Piglet livability is described as the percentage of potential viable piglets a sow can raise. It is calculated by adding the number of stillborn and pre-wean mortality, divided by the total number of born piglets. The swine industry is constantly increasing litter size which often results in higher number of stillborn, lower birth weights and greater pre-wean mortalities, causing a significant reduction in piglet livability. In Canada, pre-weaning mortality of live-born piglets frequently is around 12%, with a further 7 to 8% of piglets being stillborn. The piglet livability of only 82%, even in well managed operations, imposes a substantial loss to producers. A two percent improvement in livability currently is worth about $19 more per sow, making management of the sows and piglets to increase piglet livability an important goal for producers.
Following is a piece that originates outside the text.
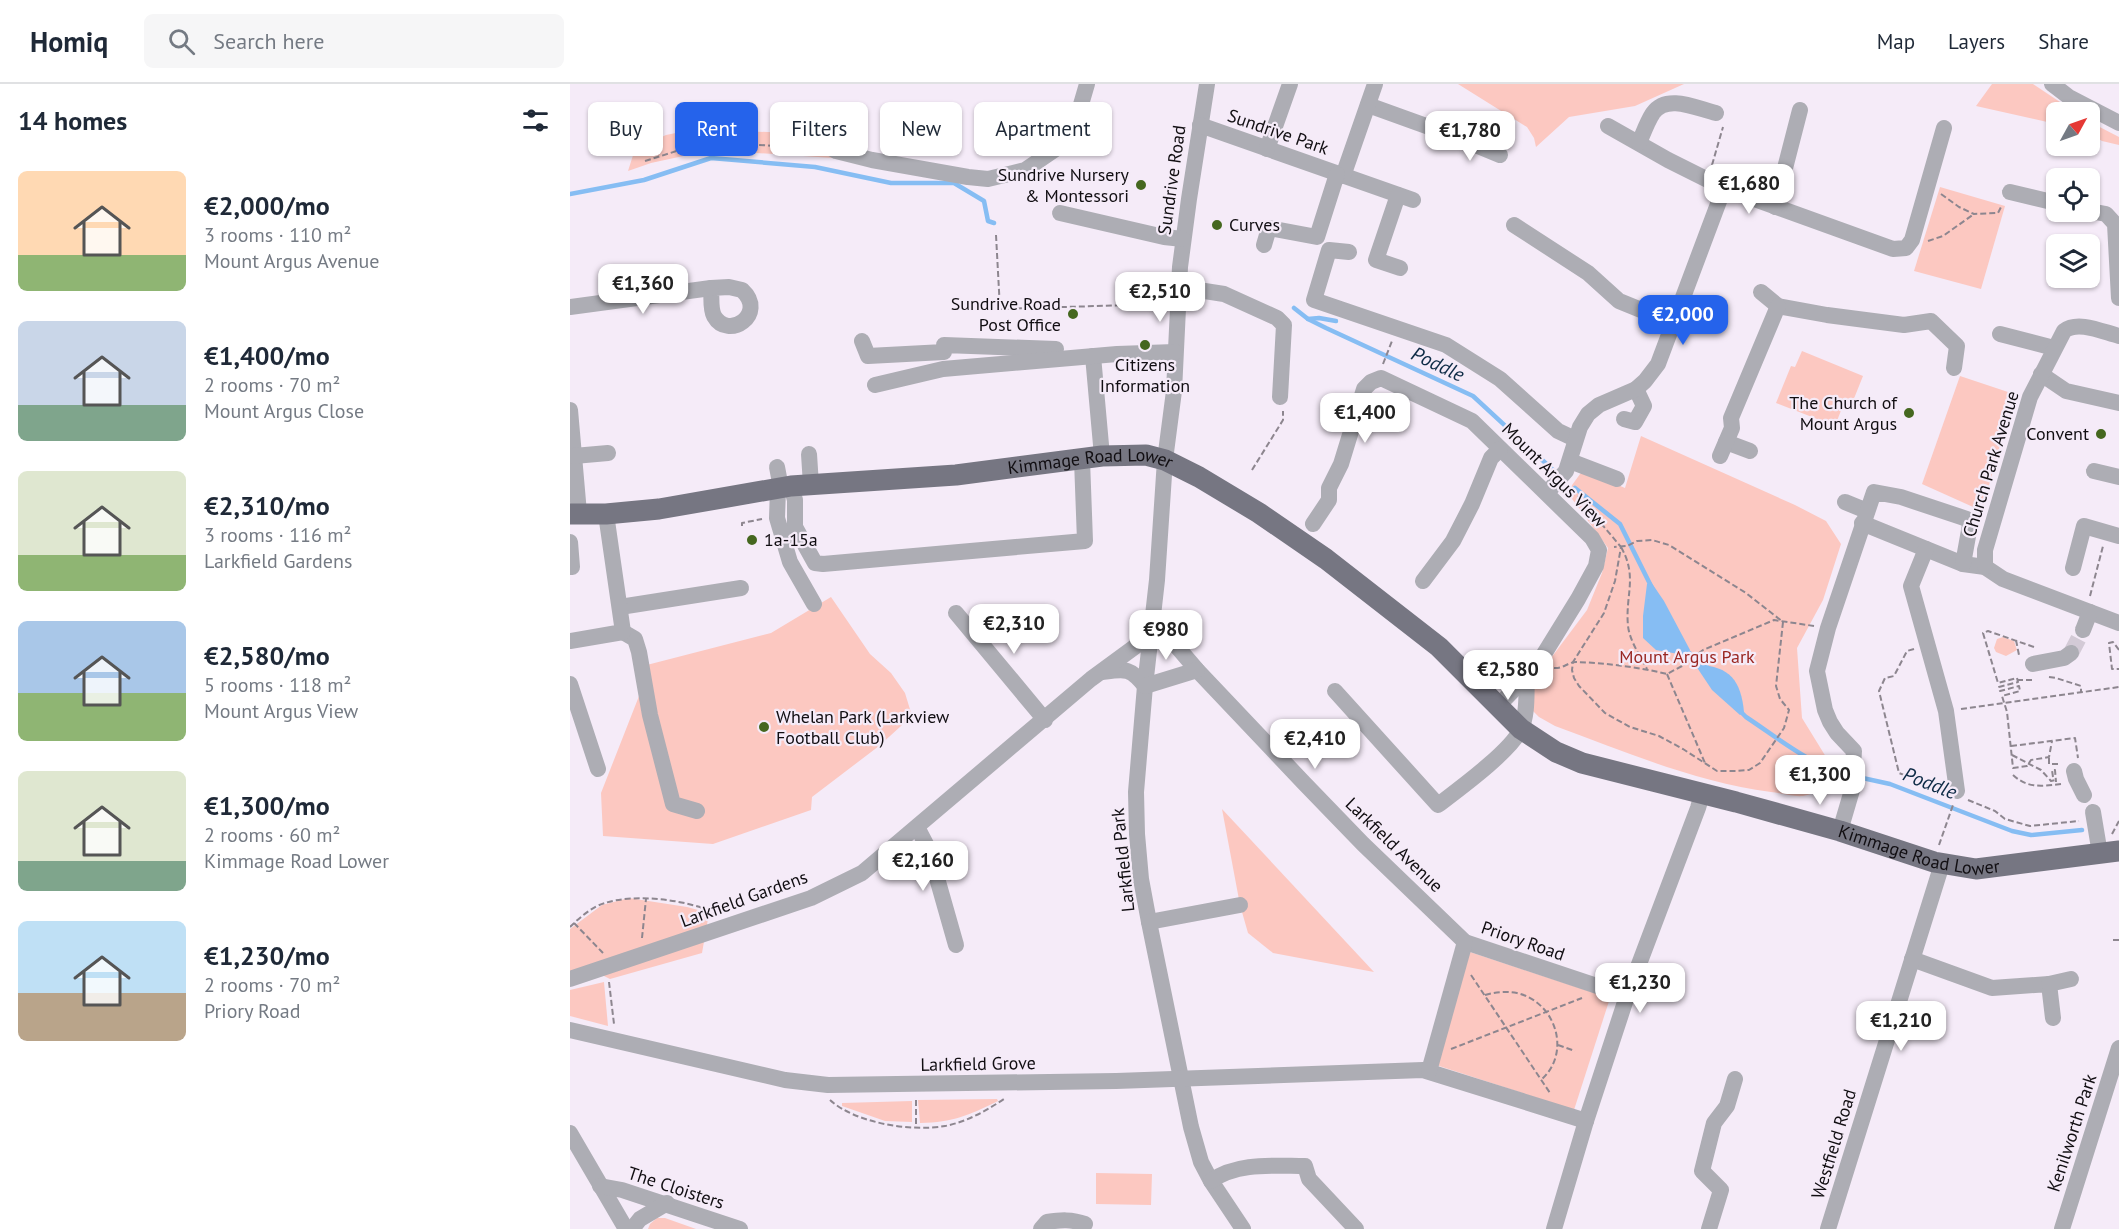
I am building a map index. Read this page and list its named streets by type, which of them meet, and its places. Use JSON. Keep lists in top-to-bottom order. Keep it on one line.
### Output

Many factors contribute to livability of piglets including genetic, housing, nutrition, and management. Different attempts have been made to increase piglet livability by focusing on sow nutrition during gestation and lactation. A group of researchers from Aarhus University in Denmark reviewed the impact of sow nutrition in late pregnancy and indicated that good nutrition in this period has profound effect on piglet livability by improving colostrum quantity and quality, and increasing milk production and glycogen depots in the piglets (Theil et al, 2014). Glycogen is the only available energy source for piglets until colostrum is ingested. Many piglets die one or two days after birth because of insufficient body energy reserves. Therefore, increasing energy deposition in piglets during gestation will improve their survival after birth, particularly if milk consumption from the sow is limited. There is also strong evidence of the effect of lactation diet and sow feed intake on piglet livability.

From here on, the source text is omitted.